China Oil Demand Set to Rise
OREANDA-NEWS. November 23, 2012. CHINA'S oil demand is poised to rise the most in two years this quarter as the world's second-biggest crude user shows signs of weathering a global economic slowdown that's cut Brent prices 17 percent since March.
Consumption will jump at least 400,000 barrels a day in the three months ending on December 31 from the previous quarter, according to the International Energy Agency and Sanford C. Bernstein & Co. The increase would be the biggest since the final quarter of 2010 and compares with estimated net global growth of 290,000, IEA data show. Refiners, including China Petroleum & Chemical Corp and PetroChina Co, processed record crude volumes in September and imports rebounded from three months of declines.

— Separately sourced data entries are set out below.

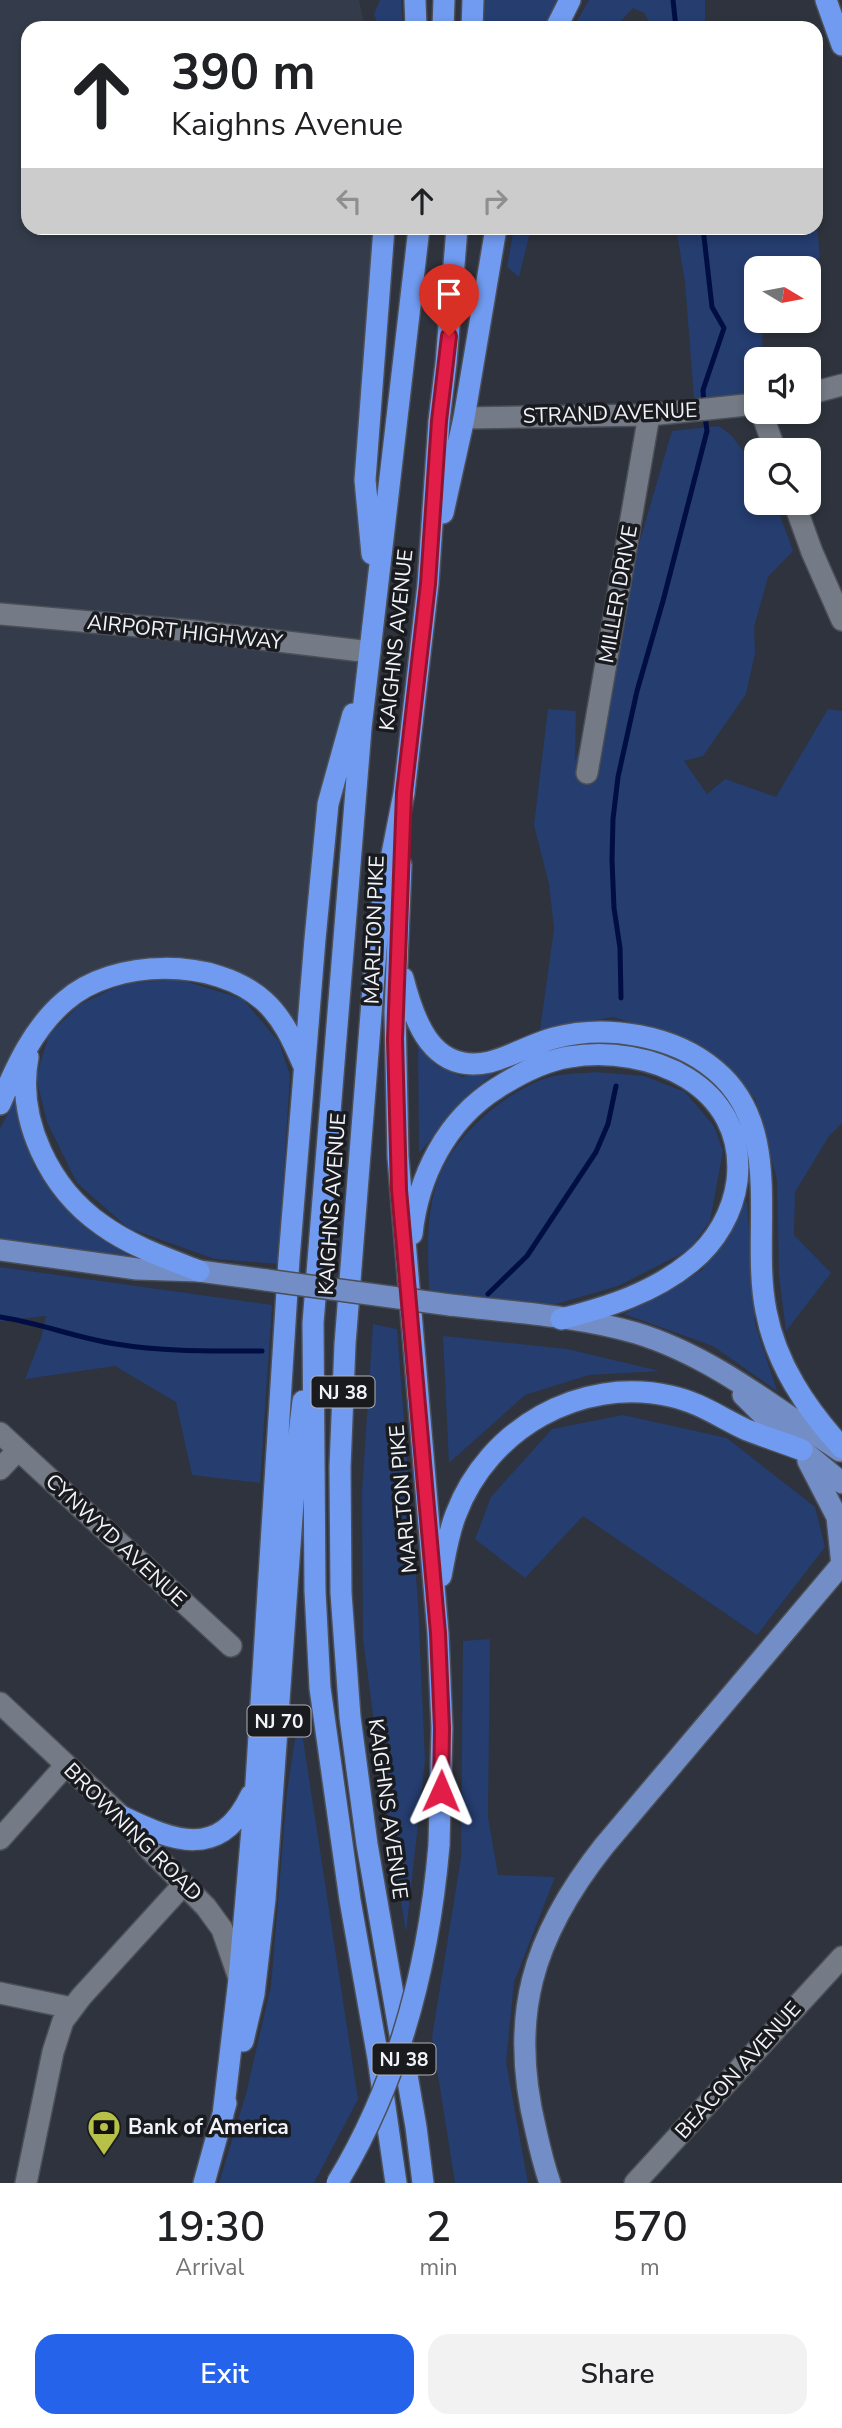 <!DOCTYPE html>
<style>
body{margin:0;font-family:"Nunito Sans",sans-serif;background:#f2f2f2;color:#202124;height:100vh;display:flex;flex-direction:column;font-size:26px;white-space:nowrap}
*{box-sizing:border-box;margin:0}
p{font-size:23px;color:#757577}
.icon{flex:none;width:38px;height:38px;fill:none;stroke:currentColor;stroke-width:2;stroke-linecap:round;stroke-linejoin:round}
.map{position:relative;height:2183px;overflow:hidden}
.side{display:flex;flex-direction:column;background:#fff;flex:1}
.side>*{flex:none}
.guide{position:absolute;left:21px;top:21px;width:802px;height:214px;border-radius:21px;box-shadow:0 4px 10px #0003;background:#fff;color:#202124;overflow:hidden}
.needle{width:46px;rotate:100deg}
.fabs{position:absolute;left:744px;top:256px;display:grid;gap:14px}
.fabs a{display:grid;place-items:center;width:77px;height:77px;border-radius:14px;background:#fff;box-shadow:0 4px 10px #0003;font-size:35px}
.pin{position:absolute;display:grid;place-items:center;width:60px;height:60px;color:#fff;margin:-72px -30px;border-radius:50% 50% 50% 0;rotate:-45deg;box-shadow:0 0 7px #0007}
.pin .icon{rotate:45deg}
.me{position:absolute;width:77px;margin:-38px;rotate:1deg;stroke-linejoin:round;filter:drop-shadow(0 0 5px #0008)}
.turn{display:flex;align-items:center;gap:24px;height:147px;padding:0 35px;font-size:32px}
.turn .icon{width:91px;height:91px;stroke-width:2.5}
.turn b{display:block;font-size:49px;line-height:60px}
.lanes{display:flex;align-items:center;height:66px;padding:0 35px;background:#0003;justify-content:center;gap:35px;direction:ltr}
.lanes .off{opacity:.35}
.eta{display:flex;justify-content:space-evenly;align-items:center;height:119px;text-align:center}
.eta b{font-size:42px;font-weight:600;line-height:49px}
.cta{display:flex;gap:14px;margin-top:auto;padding:14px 35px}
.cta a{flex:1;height:80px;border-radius:21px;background:#2563eb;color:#fff;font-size:28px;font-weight:600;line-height:80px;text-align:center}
.cta a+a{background:#f2f2f2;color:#202124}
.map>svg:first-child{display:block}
.built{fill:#343c4b}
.green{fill:#253d6f}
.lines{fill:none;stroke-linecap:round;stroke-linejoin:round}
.stream{stroke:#000e45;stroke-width:5}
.minor-casing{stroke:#4b4f57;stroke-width:24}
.major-casing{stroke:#4b4f57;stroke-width:24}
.highway-casing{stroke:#4b4f57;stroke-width:24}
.minor{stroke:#757b86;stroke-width:21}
.major{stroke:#738ec6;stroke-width:21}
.highway{stroke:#719bf0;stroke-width:21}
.major-bridge-casing{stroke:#4b4f57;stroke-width:24;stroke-linecap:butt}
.highway-bridge-casing{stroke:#4b4f57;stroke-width:24;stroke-linecap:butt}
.major-bridge{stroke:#738ec6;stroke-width:21}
.highway-bridge{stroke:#719bf0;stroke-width:21}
.route-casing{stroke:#92132f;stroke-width:18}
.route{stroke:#e11d48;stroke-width:12}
.labels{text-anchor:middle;stroke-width:7;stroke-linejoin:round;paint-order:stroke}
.shield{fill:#191b1f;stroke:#b0b2b8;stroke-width:2}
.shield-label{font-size:19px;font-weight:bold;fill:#f0f3f9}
.street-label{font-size:21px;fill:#f0f3f9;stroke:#191b1f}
.poi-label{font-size:21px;font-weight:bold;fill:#f0f3f9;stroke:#191b1f;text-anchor:start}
</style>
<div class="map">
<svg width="842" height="2183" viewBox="0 0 842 2183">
<rect width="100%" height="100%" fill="#2e333d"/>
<path class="built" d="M0 0H359L365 28H28V228H384L373 381 376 598 370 652 328 804 304 1066 271 1008 178 969 72 994 0 1104Z"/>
<path class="green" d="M380 0H401L403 28H379L374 14Z
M485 0H558L545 28H483Z
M589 0H705V28H653L644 13 633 8 614 28H573Z
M816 216 820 258 798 268H756V320H763L762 359H756V399H694L685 282 676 228H816Z
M514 228H531L519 277 507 267Z
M719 426 732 436 756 469V502H775L793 551 768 577 754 627 755 654 746 694 703 756 684 761 707 794 725 779 776 797 828 709 842 711V1123L829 1136 795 1192 794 1235 831 1273 786 1331 779 1275 777 1180 755 1098 696 1042 613 1017 540 1030 554 929 549 884 534 825 548 709 576 711 575 762 672 431Z
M178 979 243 999 279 1042 290 1075 278 1264 215 1259 128 1228 77 1183 47 1122 36 1077 49 1035 79 1005 122 984Z
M418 1041 435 1065 462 1077 497 1071 472 1091 419 1153Z
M595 1072 644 1076 685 1092 714 1126 723 1151 710 1221 689 1250 618 1286 549 1306 429 1290C428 1257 426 1225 434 1193 445 1144 496 1098 541 1080 557 1073 578 1074 595 1072Z
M15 1099 35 1168 84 1226 134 1259 0 1240V1129Z
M747 1200 755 1324 777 1391 713 1346 624 1314 702 1270Z
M0 1267 272 1305 260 1483 192 1475 176 1402 115 1366 25 1379 41 1338 46 1316 0 1321Z
M373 1324 397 1329 418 1603 425 1760 406 1933 384 1797 363 1639 362 1492Z
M443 1336 567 1349 660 1371 589 1375 525 1395 449 1463Z
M623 1415 727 1438 815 1507 825 1547 757 1635 583 1516 525 1578 475 1539 491 1497 552 1429Z
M490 1639 488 1817 498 1875 555 1877 514 1982 506 2062 528 2183H455L432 2037 461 1858 463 1641Z
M299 1713 358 2099 314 2183H219L246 2094 271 1986 287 1792Z"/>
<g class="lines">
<path class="stream" d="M673 0 676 28
M703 228 712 307 724 328 703 390 704 406
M621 998 620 948 614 908 612 860 613 819 618 777 637 691 663 601 707 431 705 416
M488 1294 527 1256 596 1152 608 1124 616 1086
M0 1317C40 1323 77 1338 116 1344 164 1352 214 1351 262 1351"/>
<defs>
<path id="minor" d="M808 394 842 385
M761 411 775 450
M464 418 649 415 756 404
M794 502 812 552 842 620
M0 614 194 631 370 652
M587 773 649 415
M0 1433 231 1646
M0 1469 18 1450
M0 1703 121 1816 150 1850 206 1907 222 1929 239 1978
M0 1839 66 1765
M0 1993 72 2008
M26 2183 53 2052 63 2021 81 1997 184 1884
M635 2183 842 1957"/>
<path id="major" d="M0 1250 137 1269 199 1271 266 1280
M450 1305C510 1312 579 1316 636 1333 712 1356 775 1408 840 1451
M743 1395 777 1429 842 1483
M808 1461 837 1517 842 1565
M550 2183C544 2166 540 2149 536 2131 508 2017 532 1937 604 1846L842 1564"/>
<path id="highway" d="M415 0 416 28
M826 0 842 45
M443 28 444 0
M472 28 473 0
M556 28 570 0
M443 513 464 418 496 228
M372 554 365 480 384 228
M401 865 395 1012 398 1157 438 1633 442 1728 439 1845
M403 978C414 1021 432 1075 490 1062 512 1056 532 1044 554 1038 606 1024 674 1035 715 1070 786 1129 750 1232 766 1311 776 1364 806 1408 842 1448
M28 1057C16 1120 50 1189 102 1225 131 1246 166 1258 199 1271
M0 1104C16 1067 33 1028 65 1001 113 958 216 957 264 1001 283 1018 293 1041 303 1064
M412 1234C418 1177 446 1120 497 1088 519 1074 543 1061 569 1057 649 1044 748 1085 737 1181 733 1212 716 1242 691 1262 653 1293 608 1307 561 1319
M441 1576C445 1556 448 1534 456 1514 488 1429 580 1376 670 1396 699 1402 721 1418 747 1430 765 1437 784 1443 802 1450
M121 1816C173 1841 220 1861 251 1795
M243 2041 254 1994 265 1899 296 1460 303 1401
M223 2115 239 1979 256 1783 289 1259 315 939 328 804 353 714
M204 2183 226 2103
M396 2183 378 2058 350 1900 320 1688 315 1591 313 1323 361 728 419 228
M423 2183 416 2127 367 1844 350 1717 341 1593 340 1467 345 1344 378 925 404 793 428 584 439 421 446 363 457 228"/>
</defs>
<use href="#minor" class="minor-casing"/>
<use href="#major" class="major-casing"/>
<use href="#highway" class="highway-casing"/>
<use href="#minor" class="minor"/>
<use href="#major" class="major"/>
<use href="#highway" class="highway"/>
<defs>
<path id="major-bridge" d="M266 1280 450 1305"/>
<path id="highway-bridge" d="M337 2183C399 2081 429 1963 439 1845"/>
</defs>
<use href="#major-bridge" class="major-bridge-casing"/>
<use href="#highway-bridge" class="highway-bridge-casing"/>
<use href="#major-bridge" class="major-bridge"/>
<use href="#highway-bridge" class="highway-bridge"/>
</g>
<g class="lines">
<defs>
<path id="route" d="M441 1791 442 1728 438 1633 399 1190 395 1039 404 793 428 584 439 421 449 336"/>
</defs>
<use href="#route" class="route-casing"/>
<use href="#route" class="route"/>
</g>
<defs>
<symbol id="bank-pin" viewBox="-11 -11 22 30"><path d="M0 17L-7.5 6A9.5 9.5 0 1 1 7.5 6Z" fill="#b8c147" stroke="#191b1f"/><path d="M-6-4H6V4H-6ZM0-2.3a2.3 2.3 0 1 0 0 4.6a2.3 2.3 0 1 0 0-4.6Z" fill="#111"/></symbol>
</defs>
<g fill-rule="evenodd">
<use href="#bank-pin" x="85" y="2108" width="38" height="52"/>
</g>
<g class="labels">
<g class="shield">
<rect x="311.5" y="1376.5" width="63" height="31" rx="5"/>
<rect x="247.5" y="1705.5" width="63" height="31" rx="5"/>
<rect x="372.5" y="2043.5" width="63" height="31" rx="5"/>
</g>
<g class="shield-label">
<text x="343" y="1399">NJ 38</text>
<text x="279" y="1728">NJ 70</text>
<text x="404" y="2066">NJ 38</text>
</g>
<g class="street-label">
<text transform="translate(610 413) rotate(-2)" y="7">STRAND AVENUE</text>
<text transform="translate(618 594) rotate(-80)" y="7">MILLER DRIVE</text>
<text transform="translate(185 632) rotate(6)" y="7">AIRPORT HIGHWAY</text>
<text transform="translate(396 640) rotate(-84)" y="7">KAIGHNS AVENUE</text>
<text transform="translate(374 930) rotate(-88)" y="7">MARLTON PIKE</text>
<text transform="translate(332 1204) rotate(-86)" y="7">KAIGHNS AVENUE</text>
<text transform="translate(403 1499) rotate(-95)" y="7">MARLTON PIKE</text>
<text transform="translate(116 1540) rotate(43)" y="7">CYNWYD AVENUE</text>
<text transform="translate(388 1809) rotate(82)" y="7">KAIGHNS AVENUE</text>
<text transform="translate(133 1832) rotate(45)" y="7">BROWNING ROAD</text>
<text transform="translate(738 2070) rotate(-48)" y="7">BEACON AVENUE</text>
</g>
<g class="poi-label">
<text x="128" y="2134">Bank of America</text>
</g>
</g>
</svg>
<div class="fabs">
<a><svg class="needle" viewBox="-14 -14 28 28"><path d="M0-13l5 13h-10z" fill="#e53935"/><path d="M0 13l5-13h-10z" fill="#757577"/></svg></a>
<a><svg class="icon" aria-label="sound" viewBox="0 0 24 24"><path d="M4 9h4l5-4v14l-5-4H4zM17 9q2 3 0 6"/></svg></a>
<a><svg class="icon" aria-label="search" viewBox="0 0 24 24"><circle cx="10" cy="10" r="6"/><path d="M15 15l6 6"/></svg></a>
</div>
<div class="pin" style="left:449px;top:336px;background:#d93025"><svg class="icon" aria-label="arrive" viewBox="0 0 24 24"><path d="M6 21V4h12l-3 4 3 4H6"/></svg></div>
<svg class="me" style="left:441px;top:1791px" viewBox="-20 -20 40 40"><path d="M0-17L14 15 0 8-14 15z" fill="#e11d48" stroke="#fff" stroke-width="4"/></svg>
<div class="guide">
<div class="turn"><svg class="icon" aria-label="ahead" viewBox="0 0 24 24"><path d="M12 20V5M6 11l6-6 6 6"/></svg><div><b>390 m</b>Kaighns Avenue</div></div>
<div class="lanes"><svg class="icon off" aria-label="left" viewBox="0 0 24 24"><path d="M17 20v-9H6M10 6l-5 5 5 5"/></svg><svg class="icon" aria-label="ahead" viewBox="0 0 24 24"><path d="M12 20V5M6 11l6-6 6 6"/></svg><svg class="icon off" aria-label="right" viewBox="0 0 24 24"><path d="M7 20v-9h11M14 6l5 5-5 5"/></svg></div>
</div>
</div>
<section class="side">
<div class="eta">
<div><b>19:30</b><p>Arrival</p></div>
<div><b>2</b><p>min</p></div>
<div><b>570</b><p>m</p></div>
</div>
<div class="cta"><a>Exit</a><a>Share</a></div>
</section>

China, which buys over half its crude overseas, has boosted fuel output amid speculation that gains in industrial production and retail sales in September continued into last month. Refiners are boosting supplies for factories and vehicles after cutting inventories to the lowest level in almost a year in August, according to analysts from Barclays Plc to Bank of America Corp.
"Diesel and gasoline inventories remain below historic averages and we expect continued strong growth in refining through to the fourth quarter to rebuild," Neil Beveridge, a Hong Kong-based analyst at Bernstein who predicts China's quarterly demand will rise 600,000 barrels a day, said by e-mail last week. "The third quarter was an unusually weak quarter. The fourth quarter is usually stronger."
Brent crude, the benchmark grade for more than half the world's oil, has slumped since peaking on March 1 at USD 128.40 as the European debt crisis threatens to derail the global economic recovery, contributing to seven consecutive quarters of slower growth for China. London-traded Brent closed at USD 106.82 on the ICE Futures Europe exchange.
China's commercial stockpiles of fuel were little changed in September after sliding in August, data from Xinhua news agency's China Oil, Gas & Petrochemicals newsletter showed on October 22. Diesel supplies were near a 10-month low at 7.93 million barrels after dropping 15 percent to 7.91 million in August. Gasoline inventories were near the lowest in 11 months at 5.72 million barrels after sliding 6.9 percent the prior month.
Crude imports and processing rebounded in September as industrial production accelerated for the first time in four months and retail sales expanded at the fastest pace since April, according to government data released last month.
Imports, processing rise
Net crude purchases from overseas climbed to 4.86 million barrels a day after falling for three straight months to a two-year low of 4.31 million barrels a day in August, data from the customs bureau showed on October 13. Refinery throughput rose to a record 9.47 million barrels a day, data from the National Bureau of Statistics showed on October 18. The volume slid to an eight-month low of 8.79 million barrels a day in June.
China Petroleum, known as Sinopec, will boost processing 9 percent this quarter while PetroChina plans to raise its throughput by 4 percent, Shanghai-based C1 Eneregy, said in a report.
China's industrial output and retail sales both rose faster in October than in the previous month, according to the National Bureau of Statistics.
"The worst slowdown is past us and looking ahead, we think it's going to improve," Sijin Cheng, a Singapore-based analyst at Barclays, said by phone. "Oil demand will improve gradually from the past six months as refiners have destocked from previous high levels and China is heading into a winter stockpiling season. Although downside risks remain, demand troughed earlier in the year and is likely to rise modestly."